Pangan dan kesejahteraan
Ketidakpastian global urusan pangan harus diakhiri dengan bersandar kepada produksi dalam negeri. UU Nomor 6 Tahun 2023 tentang Cipta Kerja mengamanatkan pangan bisa dipenuhi dalam negeri ataupun luar negeri (impor). RUU pangan harus mengembalikan muruah petani dengan produksi dalam negeri yang utama. Kesadaran inilah yang nampaknya dipahami betul oleh Presiden Prabowo Subianto yang menjadikan Swasembada Pangan sebagai motor utama pemerintahan saat ini.

Tidak cukup swasembada pangan, namun petani miskin. Kita harus pastikan swasembada petani sejahtera. Berikan rasa nyaman dan aman kepada keluarga petani, berikan beasiswa anak petani kuliah sampai sarjana bahkan cetak para doktor dan profesor pertanian, perikanan dan kelautan dengan riset-riset penting tentang pangan untuk 20 tahun ke depan.

Pastikan riset dan realisasi antara akademisi dan industri berjalan.
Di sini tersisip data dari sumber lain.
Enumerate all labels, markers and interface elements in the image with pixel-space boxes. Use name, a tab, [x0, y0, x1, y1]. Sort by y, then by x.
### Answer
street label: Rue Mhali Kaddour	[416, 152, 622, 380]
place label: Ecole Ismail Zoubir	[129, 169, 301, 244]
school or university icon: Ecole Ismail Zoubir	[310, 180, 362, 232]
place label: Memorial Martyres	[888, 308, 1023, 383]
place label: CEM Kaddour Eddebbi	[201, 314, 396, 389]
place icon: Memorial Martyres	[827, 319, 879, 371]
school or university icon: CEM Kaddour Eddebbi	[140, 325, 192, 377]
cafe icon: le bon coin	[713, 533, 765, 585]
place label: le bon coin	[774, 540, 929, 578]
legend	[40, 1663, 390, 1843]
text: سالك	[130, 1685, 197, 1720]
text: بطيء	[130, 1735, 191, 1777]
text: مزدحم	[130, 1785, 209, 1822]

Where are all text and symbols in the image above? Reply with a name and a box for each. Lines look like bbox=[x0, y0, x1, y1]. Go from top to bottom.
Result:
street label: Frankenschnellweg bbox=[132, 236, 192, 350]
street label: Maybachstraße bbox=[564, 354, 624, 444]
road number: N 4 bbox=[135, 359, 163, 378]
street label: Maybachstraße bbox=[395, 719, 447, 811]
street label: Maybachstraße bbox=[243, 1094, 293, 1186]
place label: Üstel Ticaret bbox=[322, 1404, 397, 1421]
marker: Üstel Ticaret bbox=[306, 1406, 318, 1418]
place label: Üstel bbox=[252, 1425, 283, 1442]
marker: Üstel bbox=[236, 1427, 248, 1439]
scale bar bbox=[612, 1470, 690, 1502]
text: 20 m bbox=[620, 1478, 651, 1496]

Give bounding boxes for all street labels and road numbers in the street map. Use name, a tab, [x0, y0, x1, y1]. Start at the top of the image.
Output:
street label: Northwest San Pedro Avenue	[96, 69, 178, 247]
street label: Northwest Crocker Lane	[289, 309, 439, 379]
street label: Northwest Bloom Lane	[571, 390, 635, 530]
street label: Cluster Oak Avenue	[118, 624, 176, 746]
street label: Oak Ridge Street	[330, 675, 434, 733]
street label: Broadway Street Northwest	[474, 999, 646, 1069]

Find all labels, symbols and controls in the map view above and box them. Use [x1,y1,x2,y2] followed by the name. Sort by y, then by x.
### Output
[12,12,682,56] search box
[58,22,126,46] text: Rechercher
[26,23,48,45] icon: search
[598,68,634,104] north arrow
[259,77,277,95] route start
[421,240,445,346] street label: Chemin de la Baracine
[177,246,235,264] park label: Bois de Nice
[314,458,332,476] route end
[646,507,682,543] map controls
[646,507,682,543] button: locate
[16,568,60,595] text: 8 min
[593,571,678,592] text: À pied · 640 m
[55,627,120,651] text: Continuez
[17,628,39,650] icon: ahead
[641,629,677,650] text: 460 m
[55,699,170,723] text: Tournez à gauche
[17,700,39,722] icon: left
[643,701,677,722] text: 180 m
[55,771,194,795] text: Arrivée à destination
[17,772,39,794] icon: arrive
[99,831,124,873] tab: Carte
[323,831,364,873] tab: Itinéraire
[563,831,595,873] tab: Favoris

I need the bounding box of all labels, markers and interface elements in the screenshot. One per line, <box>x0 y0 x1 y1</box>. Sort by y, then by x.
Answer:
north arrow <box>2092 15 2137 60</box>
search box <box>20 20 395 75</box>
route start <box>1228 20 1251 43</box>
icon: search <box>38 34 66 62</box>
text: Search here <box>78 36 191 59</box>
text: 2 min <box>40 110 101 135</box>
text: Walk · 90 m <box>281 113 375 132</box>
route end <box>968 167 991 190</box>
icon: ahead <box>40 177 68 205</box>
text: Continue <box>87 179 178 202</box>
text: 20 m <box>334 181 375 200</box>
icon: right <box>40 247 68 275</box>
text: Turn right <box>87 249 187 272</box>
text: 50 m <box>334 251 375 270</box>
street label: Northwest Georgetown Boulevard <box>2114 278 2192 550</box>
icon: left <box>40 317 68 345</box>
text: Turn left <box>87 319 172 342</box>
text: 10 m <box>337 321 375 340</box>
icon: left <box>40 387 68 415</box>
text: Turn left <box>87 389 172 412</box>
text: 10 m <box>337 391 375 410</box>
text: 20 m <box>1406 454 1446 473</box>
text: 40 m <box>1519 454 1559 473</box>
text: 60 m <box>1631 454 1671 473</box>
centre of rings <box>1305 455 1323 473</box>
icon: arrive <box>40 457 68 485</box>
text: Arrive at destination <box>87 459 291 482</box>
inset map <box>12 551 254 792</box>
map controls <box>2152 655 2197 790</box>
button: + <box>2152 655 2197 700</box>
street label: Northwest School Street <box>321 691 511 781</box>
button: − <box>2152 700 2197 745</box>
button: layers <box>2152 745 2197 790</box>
Hilirisasi sektor pertanian perikanan jangan dijadikan seminar, pastikan hadir dengan anggaran serta aksi besar.

Siapa yang menguasai pangan, maka dia akan menguasai masa depan. Petani sebagai aktor utama dan produsen pangan harus diutamakan. Kehadiran pangan bergizi di meja keluarga akan memastikan lahirnya generasi emas 2045, pasokan pangan yang merata di tataran global akan mengurangi konflik dan bisa jadi keseimbangan pangan global akan tercapai.

RUU Pangan Nomor 18 Tahun 2012 yang akan disempurnakan oleh legislatif dan eksekutif bisa menjadi harapan akan lahirnya keadilan pangan bagi seluruh rakyat Indonesia dan hadirnya kesejahteraan bagi petani Indonesia. Meminjam istilah Profesor Bayu Krisnamurthi: No Farmer, No Food, No Future.